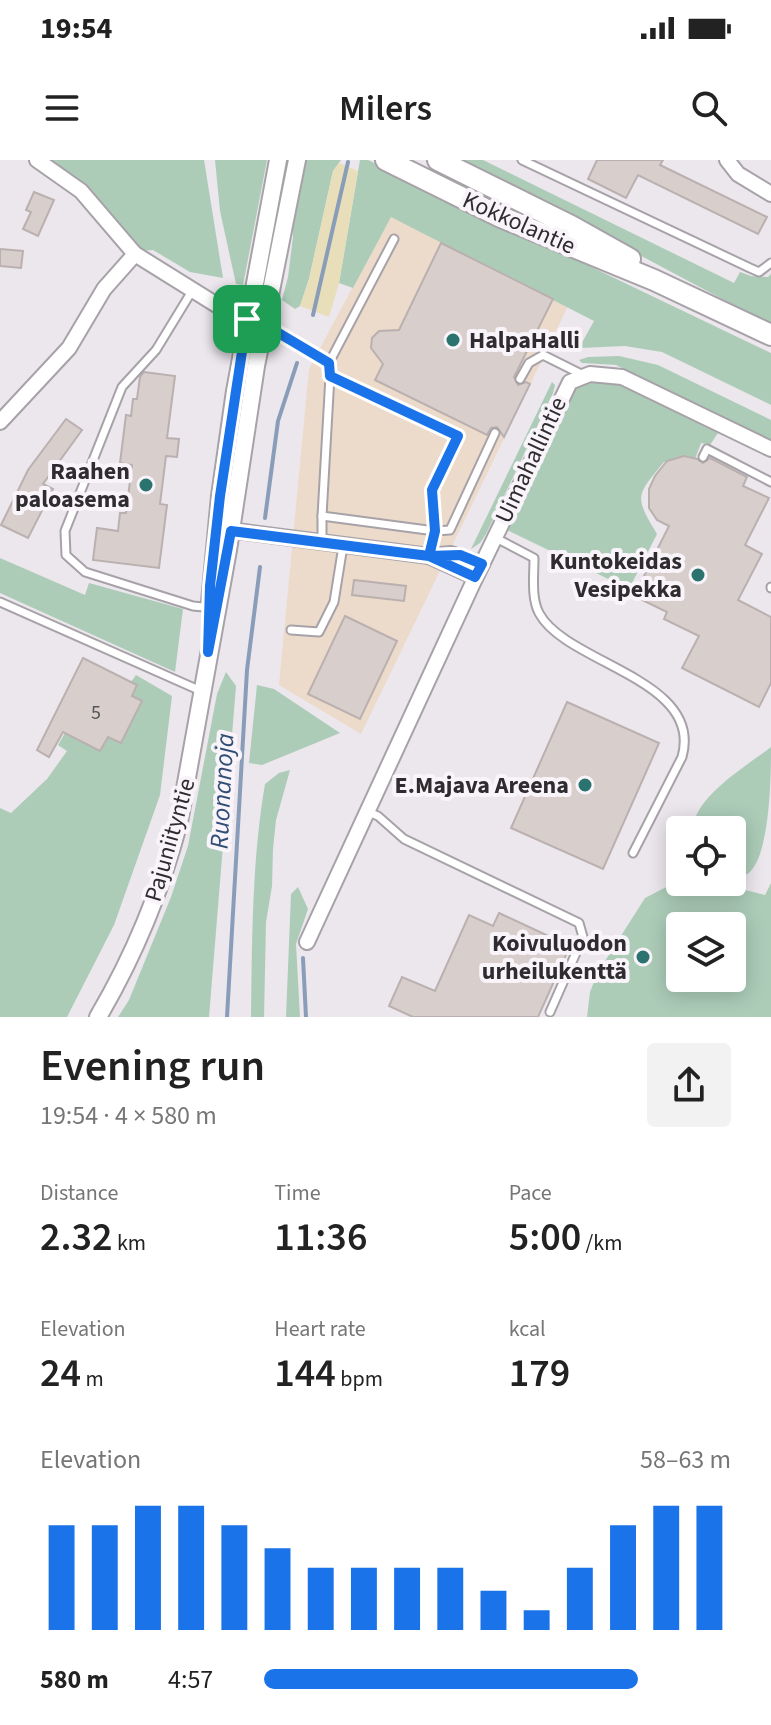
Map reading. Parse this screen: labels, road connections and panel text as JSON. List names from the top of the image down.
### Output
{
  "streets": {
    "main road": ["Kokkolantie"],
    "street": ["Uimahallintie", "Pajuniityntie"]
  },
  "water": ["Ruonanoja"],
  "places": [
    "HalpaHalli",
    "Raahen paloasema",
    "Kuntokeidas Vesipekka",
    "E.Majava Areena",
    "Koivuluodon urheilukenttä"
  ],
  "house_numbers": ["5"],
  "page": {
    "status": "19:54",
    "header": "Milers",
    "heading": ["Evening run", "19:54 · 4 × 580 m"],
    "stats": [
      ["Distance", "2.32 km"],
      ["Time", "11:36"],
      ["Pace", "5:00 /km"],
      ["Elevation", "24 m"],
      ["Heart rate", "144 bpm"],
      ["kcal", "179"]
    ],
    "chart": ["Elevation", "58–63 m"],
    "list": [
      {
        "name": "580 m",
        "note": "4:57"
      }
    ]
  }
}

====

Exercise prompt
What you return must match the records letter for letter, except that the pictures stay out.

Solution to the problem
Map reading. Parse this screen: labels, road connections and panel text as JSON. List names from the top of the image down.
### Output
{
  "streets": {
    "main road": ["Kokkolantie"],
    "street": ["Uimahallintie", "Pajuniityntie"]
  },
  "water": ["Ruonanoja"],
  "places": [
    "HalpaHalli",
    "Raahen paloasema",
    "Kuntokeidas Vesipekka",
    "E.Majava Areena",
    "Koivuluodon urheilukenttä"
  ],
  "house_numbers": ["5"],
  "page": {
    "status": "19:54",
    "header": "Milers",
    "heading": ["Evening run", "19:54 · 4 × 580 m"],
    "stats": [
      ["Distance", "2.32 km"],
      ["Time", "11:36"],
      ["Pace", "5:00 /km"],
      ["Elevation", "24 m"],
      ["Heart rate", "144 bpm"],
      ["kcal", "179"]
    ],
    "chart": ["Elevation", "58–63 m"],
    "list": [
      {
        "name": "580 m",
        "note": "4:57"
      }
    ]
  }
}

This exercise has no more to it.